A Historical Perspective: China's First Chronograph

Editor's Note: I asked my friend, Li Wei, to say a few words about his favorite vintage Chinese mechanical watch for an upcoming feature here on EWR. His reply was so thorough and beyond my expectations, I decided to give it its own post here. (Note: this is a translated, and therefore slightly altered version of his original Chinese article, which can be found here. It's entirely possible that a few details were lost in translation...)


Mistaken Identity

The so-called “1963” was produced by the Tianjin Seagull watch factory for pilots in the Chinese air force who required a watch with a timekeeping mechanism (chronograph) to be their official aviation watch. I’m not sure why foreign collectors mistakenly refer to my watch as 1963, because Chinese collectors refer to it as 304, in reference to its project code name.
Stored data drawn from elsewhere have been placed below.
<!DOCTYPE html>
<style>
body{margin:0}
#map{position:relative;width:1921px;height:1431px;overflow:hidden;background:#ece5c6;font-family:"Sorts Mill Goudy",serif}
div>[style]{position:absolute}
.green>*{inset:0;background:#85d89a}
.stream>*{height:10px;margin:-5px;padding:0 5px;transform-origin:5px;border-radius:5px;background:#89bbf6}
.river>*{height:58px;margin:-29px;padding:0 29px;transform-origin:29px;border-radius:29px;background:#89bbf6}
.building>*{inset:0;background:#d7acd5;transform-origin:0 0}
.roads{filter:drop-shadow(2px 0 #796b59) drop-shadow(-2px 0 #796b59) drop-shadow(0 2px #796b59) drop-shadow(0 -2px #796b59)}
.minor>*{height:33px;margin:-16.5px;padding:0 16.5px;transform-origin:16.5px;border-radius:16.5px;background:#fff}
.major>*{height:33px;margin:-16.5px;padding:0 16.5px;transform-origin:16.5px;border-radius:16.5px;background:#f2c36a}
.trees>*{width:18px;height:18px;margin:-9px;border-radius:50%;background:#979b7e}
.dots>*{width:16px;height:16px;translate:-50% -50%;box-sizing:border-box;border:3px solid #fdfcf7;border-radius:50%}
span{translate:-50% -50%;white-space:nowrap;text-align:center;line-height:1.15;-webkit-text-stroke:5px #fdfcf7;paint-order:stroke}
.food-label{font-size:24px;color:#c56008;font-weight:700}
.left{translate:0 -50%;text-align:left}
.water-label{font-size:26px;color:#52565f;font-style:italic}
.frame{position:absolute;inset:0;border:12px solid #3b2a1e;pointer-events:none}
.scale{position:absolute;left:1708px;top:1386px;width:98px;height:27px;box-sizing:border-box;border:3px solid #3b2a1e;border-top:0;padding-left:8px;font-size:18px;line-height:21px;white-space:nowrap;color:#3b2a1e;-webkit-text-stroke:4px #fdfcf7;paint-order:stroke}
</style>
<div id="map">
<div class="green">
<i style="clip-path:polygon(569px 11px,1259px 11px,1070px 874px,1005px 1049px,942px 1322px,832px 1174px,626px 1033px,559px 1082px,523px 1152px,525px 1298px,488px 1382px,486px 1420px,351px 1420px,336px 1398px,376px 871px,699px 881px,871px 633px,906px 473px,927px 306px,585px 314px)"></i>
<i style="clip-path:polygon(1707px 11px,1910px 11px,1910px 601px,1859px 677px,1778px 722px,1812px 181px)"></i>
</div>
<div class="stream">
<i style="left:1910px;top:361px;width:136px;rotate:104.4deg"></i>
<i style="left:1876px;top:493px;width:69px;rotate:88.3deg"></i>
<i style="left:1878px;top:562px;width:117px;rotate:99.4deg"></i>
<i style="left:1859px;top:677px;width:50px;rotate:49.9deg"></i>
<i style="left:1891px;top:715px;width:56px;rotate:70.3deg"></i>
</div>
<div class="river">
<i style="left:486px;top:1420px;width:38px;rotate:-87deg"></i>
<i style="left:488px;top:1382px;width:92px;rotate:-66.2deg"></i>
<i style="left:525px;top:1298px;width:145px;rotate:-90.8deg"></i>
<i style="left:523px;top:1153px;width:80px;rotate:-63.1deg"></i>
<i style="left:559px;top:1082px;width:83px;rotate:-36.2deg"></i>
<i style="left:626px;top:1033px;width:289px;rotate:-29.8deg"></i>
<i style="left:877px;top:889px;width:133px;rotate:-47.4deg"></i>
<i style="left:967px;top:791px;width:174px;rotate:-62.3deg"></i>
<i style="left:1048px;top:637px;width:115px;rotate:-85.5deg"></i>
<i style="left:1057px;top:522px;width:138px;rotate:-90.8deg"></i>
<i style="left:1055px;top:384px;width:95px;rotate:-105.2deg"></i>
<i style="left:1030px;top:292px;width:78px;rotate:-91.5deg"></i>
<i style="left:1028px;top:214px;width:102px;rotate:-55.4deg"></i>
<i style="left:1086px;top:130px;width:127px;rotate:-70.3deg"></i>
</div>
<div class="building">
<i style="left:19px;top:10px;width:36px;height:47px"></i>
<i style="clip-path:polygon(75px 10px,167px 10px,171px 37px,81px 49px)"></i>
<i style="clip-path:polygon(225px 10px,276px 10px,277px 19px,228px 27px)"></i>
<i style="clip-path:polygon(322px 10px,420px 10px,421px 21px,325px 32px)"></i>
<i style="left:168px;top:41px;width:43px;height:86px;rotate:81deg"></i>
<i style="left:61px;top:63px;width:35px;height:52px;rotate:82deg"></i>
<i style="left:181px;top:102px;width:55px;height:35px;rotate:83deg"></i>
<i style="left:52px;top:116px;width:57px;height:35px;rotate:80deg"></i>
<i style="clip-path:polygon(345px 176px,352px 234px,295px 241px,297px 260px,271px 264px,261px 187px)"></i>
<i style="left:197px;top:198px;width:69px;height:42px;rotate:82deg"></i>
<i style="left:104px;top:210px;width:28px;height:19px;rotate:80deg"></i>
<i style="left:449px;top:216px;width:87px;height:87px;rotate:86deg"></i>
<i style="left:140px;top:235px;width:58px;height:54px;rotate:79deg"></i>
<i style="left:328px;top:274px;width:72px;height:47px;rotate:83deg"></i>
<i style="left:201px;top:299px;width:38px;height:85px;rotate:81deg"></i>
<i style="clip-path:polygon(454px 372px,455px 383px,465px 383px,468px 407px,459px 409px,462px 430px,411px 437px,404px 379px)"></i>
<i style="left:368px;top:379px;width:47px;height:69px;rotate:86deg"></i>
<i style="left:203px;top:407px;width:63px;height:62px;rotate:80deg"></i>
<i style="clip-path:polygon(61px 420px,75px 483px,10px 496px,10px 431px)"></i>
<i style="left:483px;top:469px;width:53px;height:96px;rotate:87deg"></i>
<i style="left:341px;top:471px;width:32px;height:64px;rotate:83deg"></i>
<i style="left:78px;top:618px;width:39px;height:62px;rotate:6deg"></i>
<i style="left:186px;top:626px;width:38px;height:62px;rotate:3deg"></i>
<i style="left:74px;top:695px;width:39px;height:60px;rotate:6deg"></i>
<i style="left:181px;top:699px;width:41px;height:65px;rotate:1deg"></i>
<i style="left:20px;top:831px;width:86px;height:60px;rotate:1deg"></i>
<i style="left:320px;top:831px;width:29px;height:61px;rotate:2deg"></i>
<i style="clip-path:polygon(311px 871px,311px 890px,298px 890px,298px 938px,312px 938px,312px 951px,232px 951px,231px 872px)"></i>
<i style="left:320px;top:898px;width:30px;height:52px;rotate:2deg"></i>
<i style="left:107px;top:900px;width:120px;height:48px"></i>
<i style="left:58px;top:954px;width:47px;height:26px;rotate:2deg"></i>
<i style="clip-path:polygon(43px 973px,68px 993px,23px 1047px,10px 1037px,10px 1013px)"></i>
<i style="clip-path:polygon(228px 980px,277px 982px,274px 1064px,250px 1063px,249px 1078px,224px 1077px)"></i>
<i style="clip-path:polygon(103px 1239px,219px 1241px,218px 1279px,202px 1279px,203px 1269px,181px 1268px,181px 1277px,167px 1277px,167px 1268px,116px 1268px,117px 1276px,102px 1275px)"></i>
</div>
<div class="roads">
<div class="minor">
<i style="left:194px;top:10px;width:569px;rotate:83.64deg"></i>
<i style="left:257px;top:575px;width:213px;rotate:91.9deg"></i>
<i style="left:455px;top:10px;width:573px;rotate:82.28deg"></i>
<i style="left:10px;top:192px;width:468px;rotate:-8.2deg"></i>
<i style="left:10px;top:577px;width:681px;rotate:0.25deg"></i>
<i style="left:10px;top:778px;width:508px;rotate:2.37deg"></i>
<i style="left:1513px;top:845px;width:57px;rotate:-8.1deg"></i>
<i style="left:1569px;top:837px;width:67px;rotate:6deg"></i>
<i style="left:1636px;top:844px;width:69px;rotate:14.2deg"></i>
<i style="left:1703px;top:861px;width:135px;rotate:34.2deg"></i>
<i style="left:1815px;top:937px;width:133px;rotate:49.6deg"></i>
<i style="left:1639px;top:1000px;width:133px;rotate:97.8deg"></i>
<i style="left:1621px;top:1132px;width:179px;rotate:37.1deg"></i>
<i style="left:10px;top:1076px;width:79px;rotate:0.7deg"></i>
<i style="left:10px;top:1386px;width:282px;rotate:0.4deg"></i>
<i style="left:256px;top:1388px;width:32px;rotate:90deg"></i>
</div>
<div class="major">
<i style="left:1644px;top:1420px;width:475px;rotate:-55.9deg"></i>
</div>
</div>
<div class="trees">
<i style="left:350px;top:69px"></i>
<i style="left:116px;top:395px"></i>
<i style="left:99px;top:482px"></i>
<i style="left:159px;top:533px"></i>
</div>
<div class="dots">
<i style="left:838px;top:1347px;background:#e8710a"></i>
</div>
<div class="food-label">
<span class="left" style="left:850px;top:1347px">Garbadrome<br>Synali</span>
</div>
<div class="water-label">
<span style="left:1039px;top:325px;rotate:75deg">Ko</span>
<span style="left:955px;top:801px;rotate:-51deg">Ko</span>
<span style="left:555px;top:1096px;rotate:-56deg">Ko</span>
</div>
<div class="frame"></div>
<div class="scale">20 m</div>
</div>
In April 1961, the Chinese Ministry of Light Industry assigned the Tianjin watch factory the task of trial-manufacturing watches for the Chinese air force. The project was a nationally classified task, and given the project code 304. The second batch of more than 30 prototypes was completed by the end of 1963. The sample watches, as the one featured here, turned out to be very successful. So while these prototypes were completed in 1963, it is still more appropriate to refer to them by their project code name, 304.

Project Codes

All Chinese military time-keeping equipment was assigned certain product serial numbers in order to maintain order, as well as confidentiality. At the time, there were a total of 6 categories, with 210 varieties of military time-keeping equipment being developed and produced for the national defense industry. Each product of time-keeping equipment that was trial manufactured in the year 1962 was coded, and each variety of products was given its own coding category. For example, the prefix code of products for the navy and shipbuilding industry was One, so various types of nautical and astronomical mechanical clocks fell under the project code of 101. Likewise, the prefix code of products for the army and weapons industry was Two, with the product code 201 specifying mechanical clocks to be used in Chinese military tanks. The prefix code of products for the air force and aviation was Three. Mechanical clocks used in aviation were coded 301. And finally, 304 was the code given to watches created for Chinese Air Force personnel.

ST3 Movement

China had not attempted a chronograph watch before, so the standards for the manufacture of the ST3 movement were formulated by referencing the Watch Department Standards (Draft QB315-62) and Mechanical Stopwatch Department Standard (QB376-64). With these resources, the specific characteristics and requirements for the Chinese made chronograph were formulated.

Being a military watch, the standards for design and production of the 304 were higher than those of civilian watches. In addition to the time accuracy requirements, this watch was also required to function normally under ambient temperatures ranging from -25°  ± 5°C +40° ± 5°C, to maintain a frequency of 16-25 Hz at any position, including during acceleration of up 1.5G, and to work accurately after one hour of aviation vibration. The requirements also included that the watch should be anti-magnetic, and timekeeping accuracy should be within 30 seconds/day.

Between December 16th and 28th of 1965, three batches of trial-products were brought in for testing on their ability to meet the required and targeted goals. This included testing for time accuracy, time measurement (chronograph), temperature, vibration, anti-magnetic, moisture-proof, calibration, shock impact, etc. The Ministry of Light approved the samples and agreed to move forward with production. Tianjin watch factory confirmed the production plan in May of 1966, and by the end of October had officially assembled 1400 finished pieces. These 1400 pieces were sent off to the Chinese Air Force, and the 304 officially became "the first air watch of China".

Legacy

The 304 is unique and special in the history of Chinese military watches, and is also a favorite of watch collectors worldwide. Because the 304’s production quantity was so small, and because it was a daily-wear watch, original pieces are not easily found today. The Seagull watch factory and watch enthusiasts have been duplicating this watch in a variety of versions in recent years, attempting to satisfy the desires of 304 enthusiasts.

In addition to the characteristics of the 304 introduced above, the movement of my particular watch was finished with additional grinding and mirror polishing, for use as a special sample product. Because of its handsome appearance and accurate time, this 304 is the treasure of my collection.

Li Wei

October 12, 2015 in Beijing


Li Wei is a Beijing based veteran timepiece collector, scholar, and leader of the Domestic Horology Department of the China Horologe Association.

He is a friend, a teacher, and a major supporter of East Watch Review in Mainland China.